Suppose $X$ and $Y$ are two random variables defined on the same outcome space. We will use the notation $P(X = x, Y = y)$ for the probability that $X$ has the value $x$ and $Y$ has the value $y$.

The *joint distribution of $X$ and $Y$* consists of all the probabilities $P(X=x, Y=y)$ where $(x, y)$ ranges over all the possible values of $(X, Y)$.

#### Example

In three tosses of a coin, let $X$ be the number of heads in the first two tosses and $Y$ the number of heads in the last two tosses. Then

$$ P(X = 0, Y = 2) = 0 = P(X = 2, Y = 0) $$$$ P(X = 1, Y = 1) = P(\text{THT or HTH}) = \frac{2}{8} $$All the other probabilities are $1/8$, as you can see by examining the six remaining outcomes of three tosses. For example,

$$ P(X = 1, Y = 2) = P(\text{THH}) = \frac{1}{8} $$The constraints on $x$ and $y$ are that each must be in the range $\{0, 1, 2\}$ and $\vert x - y \vert < 2$.
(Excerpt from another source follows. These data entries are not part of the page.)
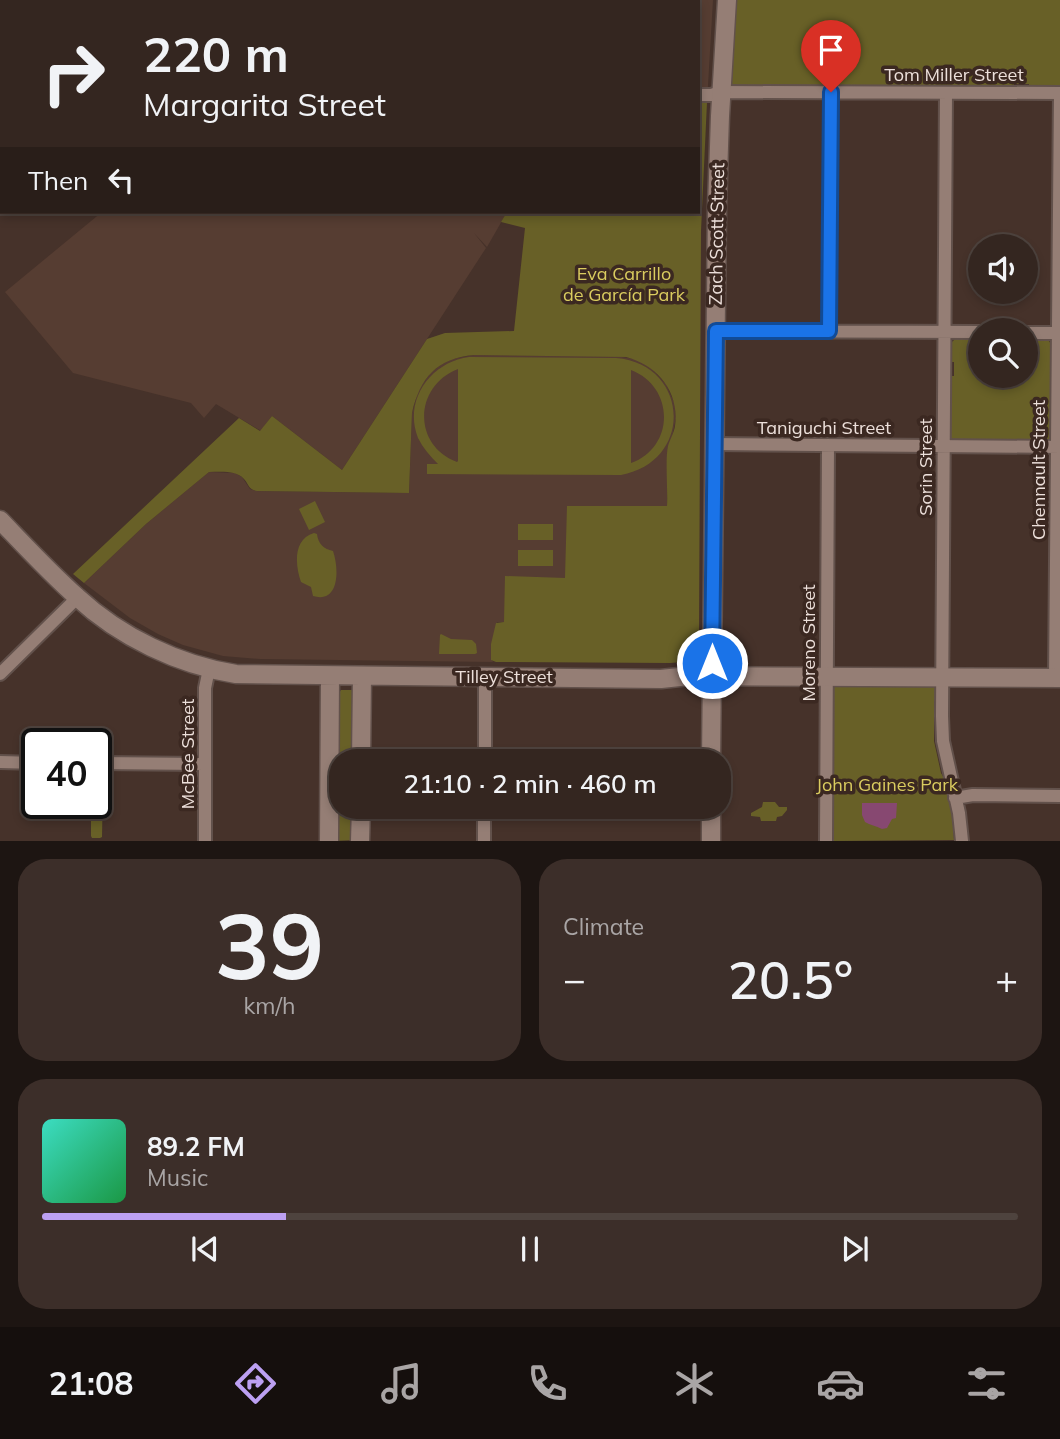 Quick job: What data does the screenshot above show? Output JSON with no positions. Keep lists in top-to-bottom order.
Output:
{
  "streets": {
    "street": [
      "Tom Miller Street",
      "Zach Scott Street",
      "Taniguchi Street",
      "Sorin Street",
      "Chennault Street",
      "Moreno Street",
      "Tilley Street",
      "McBee Street"
    ]
  },
  "crossings": [
    ["Tom Miller Street", "Zach Scott Street"],
    ["Tom Miller Street", "Sorin Street"],
    ["Tom Miller Street", "Chennault Street"],
    ["Zach Scott Street", "Taniguchi Street"],
    ["Zach Scott Street", "Tilley Street"],
    ["Taniguchi Street", "Sorin Street"],
    ["Taniguchi Street", "Chennault Street"],
    ["Taniguchi Street", "Moreno Street"],
    ["Sorin Street", "Tilley Street"],
    ["Chennault Street", "Tilley Street"],
    ["Moreno Street", "Tilley Street"],
    ["Tilley Street", "McBee Street"]
  ],
  "parks": ["Eva Carrillo de García Park", "John Gaines Park"],
  "page": {
    "turn": ["220 m", "Margarita Street"],
    "then": "Then",
    "limit": "40",
    "trip": "21:10 · 2 min · 460 m",
    "tile": [
      ["39", "km/h"],
      "Climate"
    ],
    "heat": ["−", "20.5°", "+"],
    "song": ["89.2 FM", "Music"],
    "tabs": "21:08"
  }
}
### Joint Distribution Table

The `prob140`

library contains a method for displaying the joint distribution of two random variables. As a first step, you need the possible values of each of the two variables. In our example, both $X$ and $Y$ have values $\{0, 1, 2\}$ and so the same list or array will serve for both.

```
k = np.arange(3)
```

Now let's define a function that takes $x$ and $y$ as its arguments and returns $P(X = x, Y = y)$. We found the probabilities by counting, above.

```
def joint_probability(x, y):
if x == 1 & y == 1:
return 2/8
elif abs(x - y) < 2:
return 1/8
else:
return 0
```

The syntax for constructing a joint distribution object is analogous to that for constructing a univariate distribution, with some modifications due to the higher dimension.
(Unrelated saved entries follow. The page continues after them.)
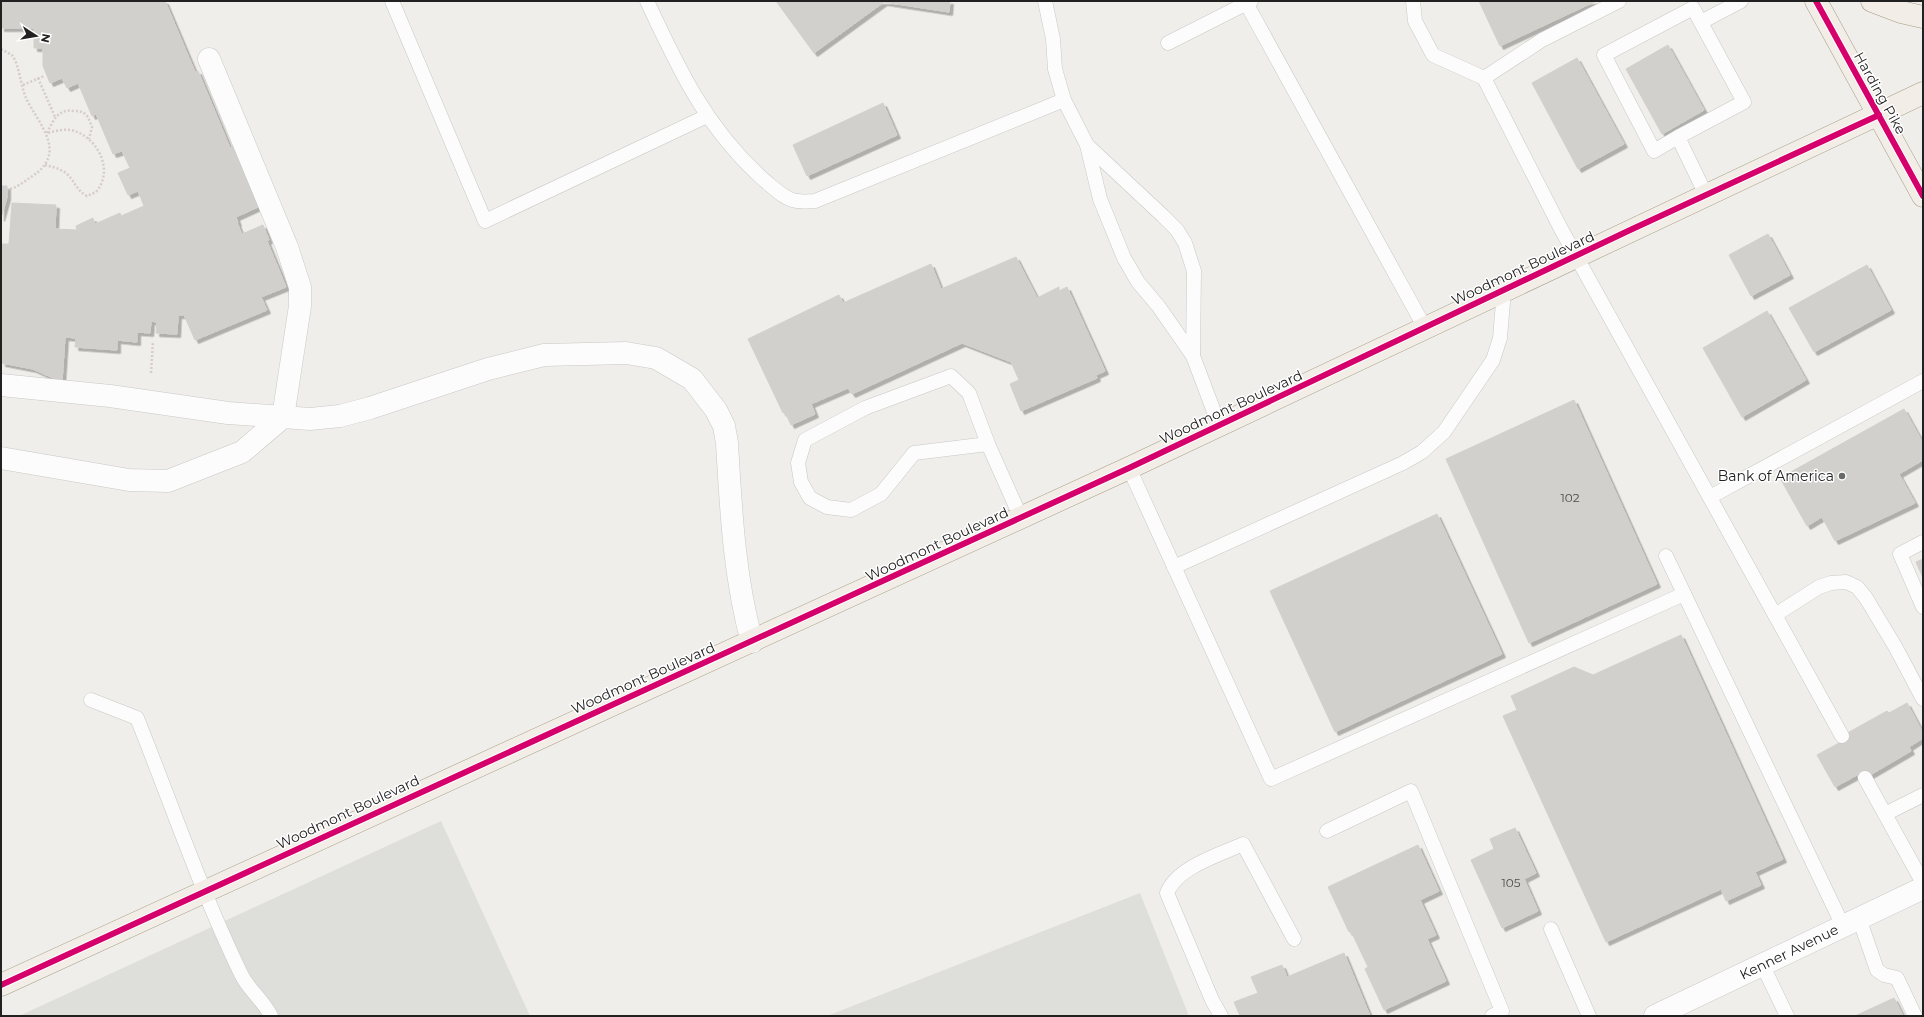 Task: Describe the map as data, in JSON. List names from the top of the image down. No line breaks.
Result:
{"streets":{"main road":["Harding Pike","Woodmont Boulevard"],"street":["Kenner Avenue"]},"crossings":[["Harding Pike","Woodmont Boulevard"]],"places":["Bank of America"],"house_numbers":["102","105"],"north":"right"} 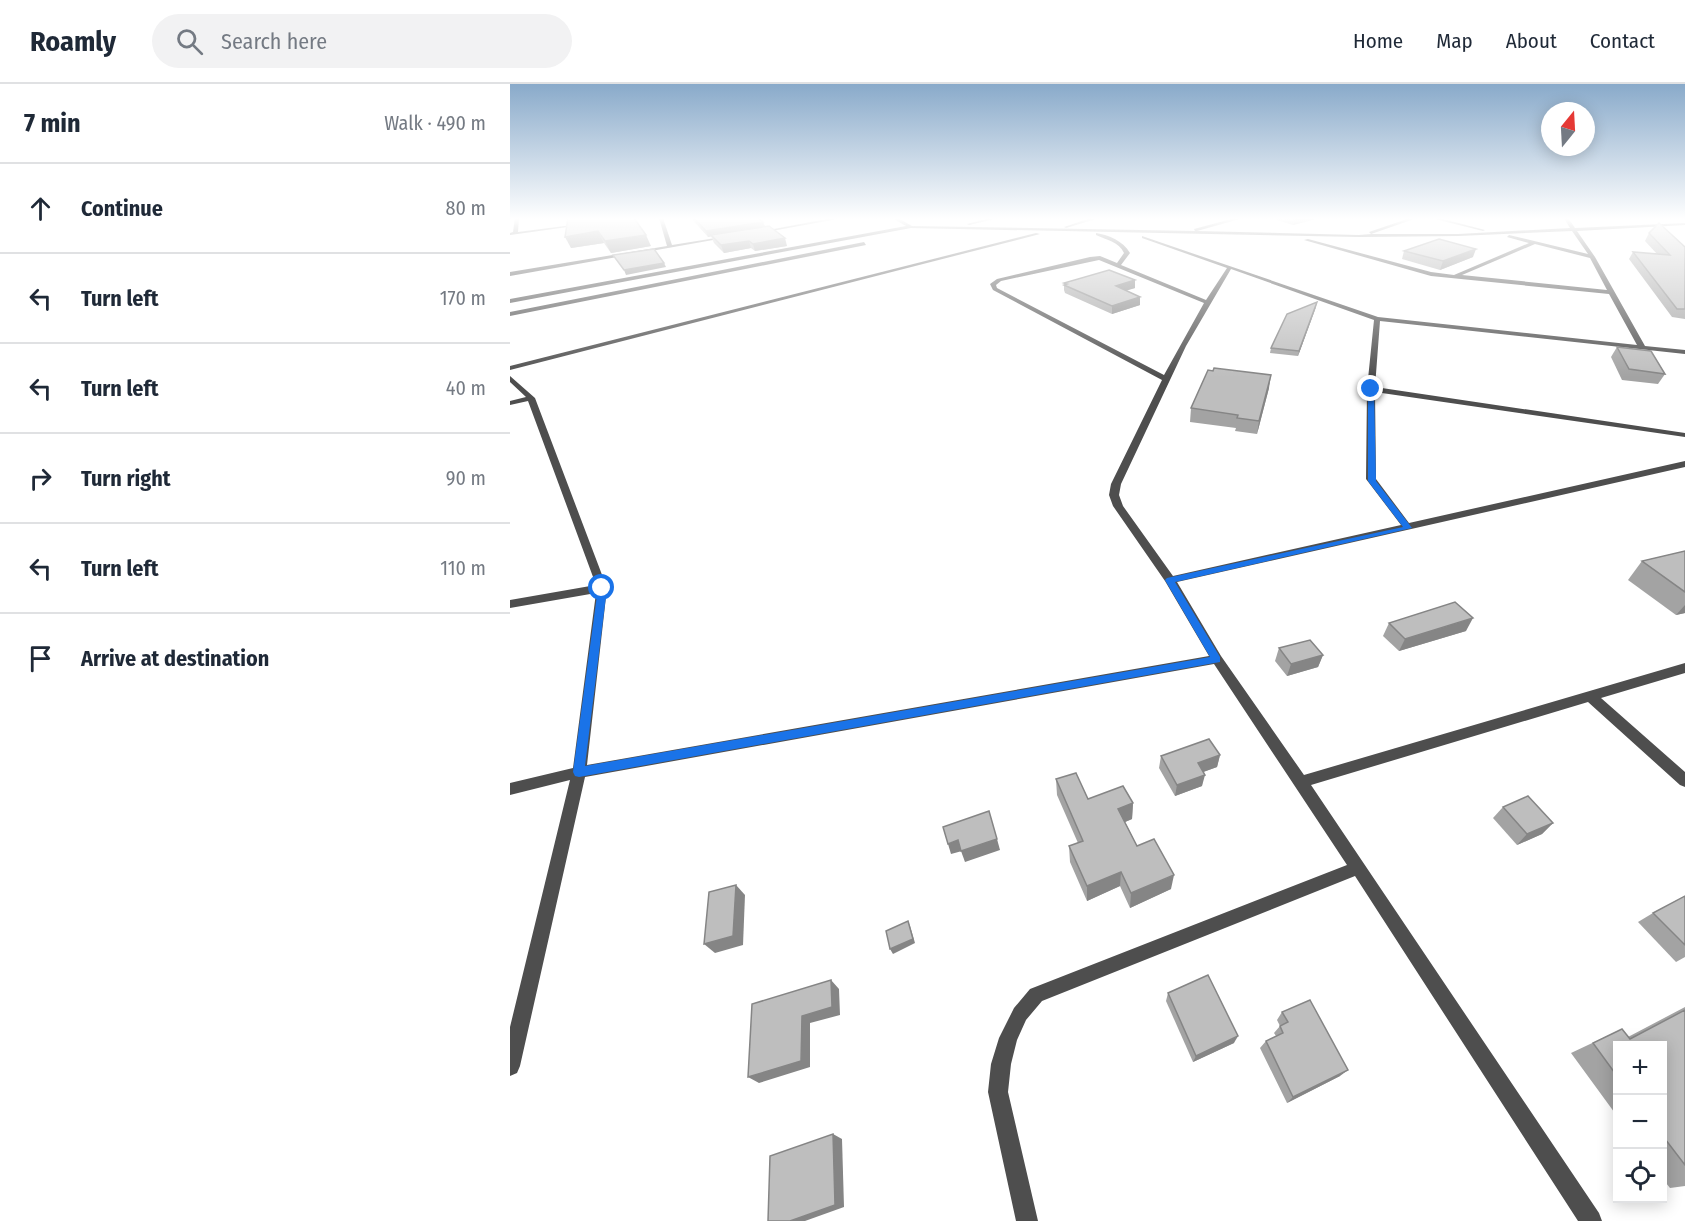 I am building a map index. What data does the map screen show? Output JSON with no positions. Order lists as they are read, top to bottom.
{
  "north": "top",
  "page": {
    "header": "Roamly",
    "search": "Search here",
    "nav": [
      "Home",
      "Map",
      "About",
      "Contact"
    ],
    "heading": ["7 min", "Walk · 490 m"],
    "list": [
      ["Continue", "80 m"],
      ["Turn left", "170 m"],
      ["Turn left", "40 m"],
      ["Turn right", "90 m"],
      ["Turn left", "110 m"],
      "Arrive at destination"
    ],
    "map_buttons": ["+", "−"]
  }
}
We have to specify the name of each of the two variables as well as its possible values, and then we will specify the function that we have defined to find the joint probabilities. The call is

`Table().values(variable_name_1, values_1, variable_name_2, values_2).probability_function(function_name)`

where `function_name`

is a function that takes $x$ and $y$ as arguments and returns $P(X = x, Y = y)$.

```
joint_dist = Table().values('X', k, 'Y', k).probability_function(joint_probability)
joint_dist
```

This display of the joint distribution object `joint_dist`

is called a *joint distribution table* for $X$ and $Y$.

Each cell corresponds to a pair $(x, y)$, where $x$ is a value of $X$ and $y$ a value of $Y$. In the cell you see $P(X = x, Y = y)$, the probability of the pair $(x, y)$.
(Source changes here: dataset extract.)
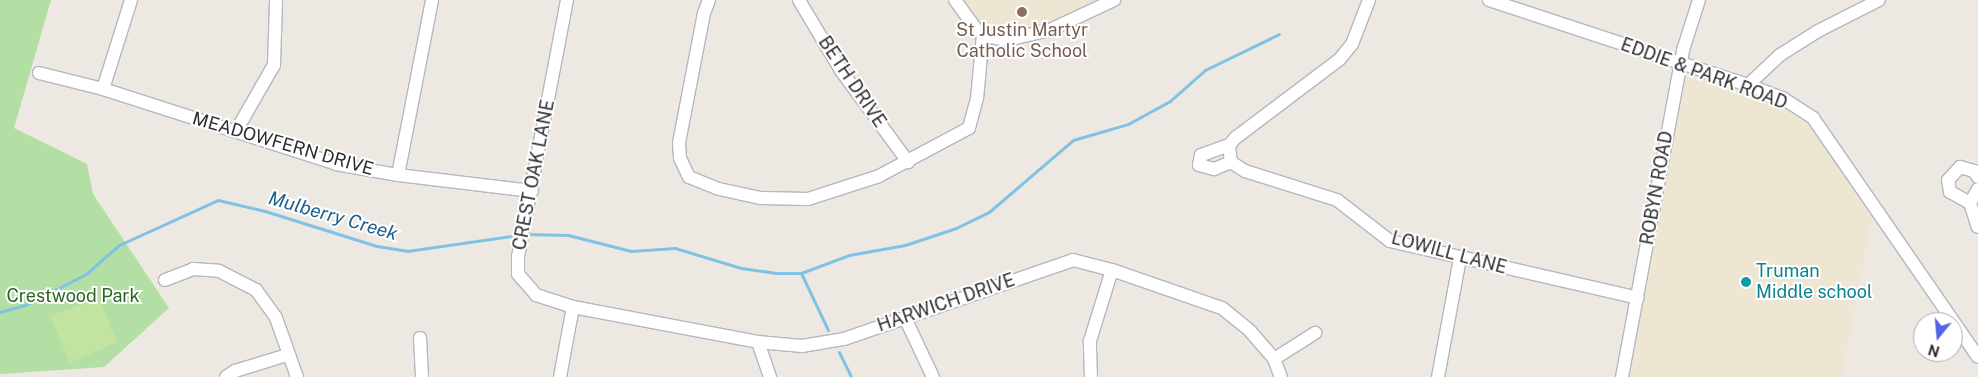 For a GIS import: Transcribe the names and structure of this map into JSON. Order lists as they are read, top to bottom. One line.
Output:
{"streets":{"street":["EDDIE & PARK ROAD","BETH DRIVE","MEADOWFERN DRIVE","CREST OAK LANE","ROBYN ROAD","LOWILL LANE","HARWICH DRIVE"]},"crossings":[["EDDIE & PARK ROAD","ROBYN ROAD"],["MEADOWFERN DRIVE","CREST OAK LANE"],["CREST OAK LANE","HARWICH DRIVE"],["ROBYN ROAD","LOWILL LANE"]],"water":["Mulberry Creek"],"parks":["Crestwood Park"],"places":["St Justin Martyr Catholic School","Truman Middle school"],"north":"bottom"}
Joint distribution tables are analogous to the contingency tables you saw in Data 8 when you were analyzing the relation between two categorical variables. In contingency tables, each cell contains the number of individuals in one particular pair of categories. In joint distribution tables, such as the one above, each cell contains the probability of one particular pair of values.

To check that we do indeed have a distribution over all the possible values of the pair $(X, Y)$, we can add up all the probabilities. The sum is 1, as it should be for a distribution.

```
joint_dist.total_probability()
```

In fact this is a double check, as the the method for constructing the joint distribution object returns an error if all the probabilities don't sum to 1.

### Finding Probabilities

The table contains complete information about the relation between $X$ and $Y$. To find the probabiilty of any event determined by $X$ and $Y$, simply identify the cells that make the event happen, and add up their chances. This is an application of the fundamental method of finding probabilities by partitioning an event.

For example, consider the event $\{ X = Y \}$ for $X$ and $Y$ as defined in our example above. The event can happen in three ways: if $X$ and $Y$ are both 0, or both 1, or both 2. So

$$ \begin{align*} P(X = Y) &= P(X = 0, Y = 0) + P(X = 1, Y = 1) + P(X = 2 , Y = 2) \\ &= 0.125 + 0.25 + 0.125 \\ &= 0.5 \end{align*} $$Let's visualize this using the joint distribution table of $X$ and $Y$. To do this, we need a way of specifying the event $\{ X = Y \}$.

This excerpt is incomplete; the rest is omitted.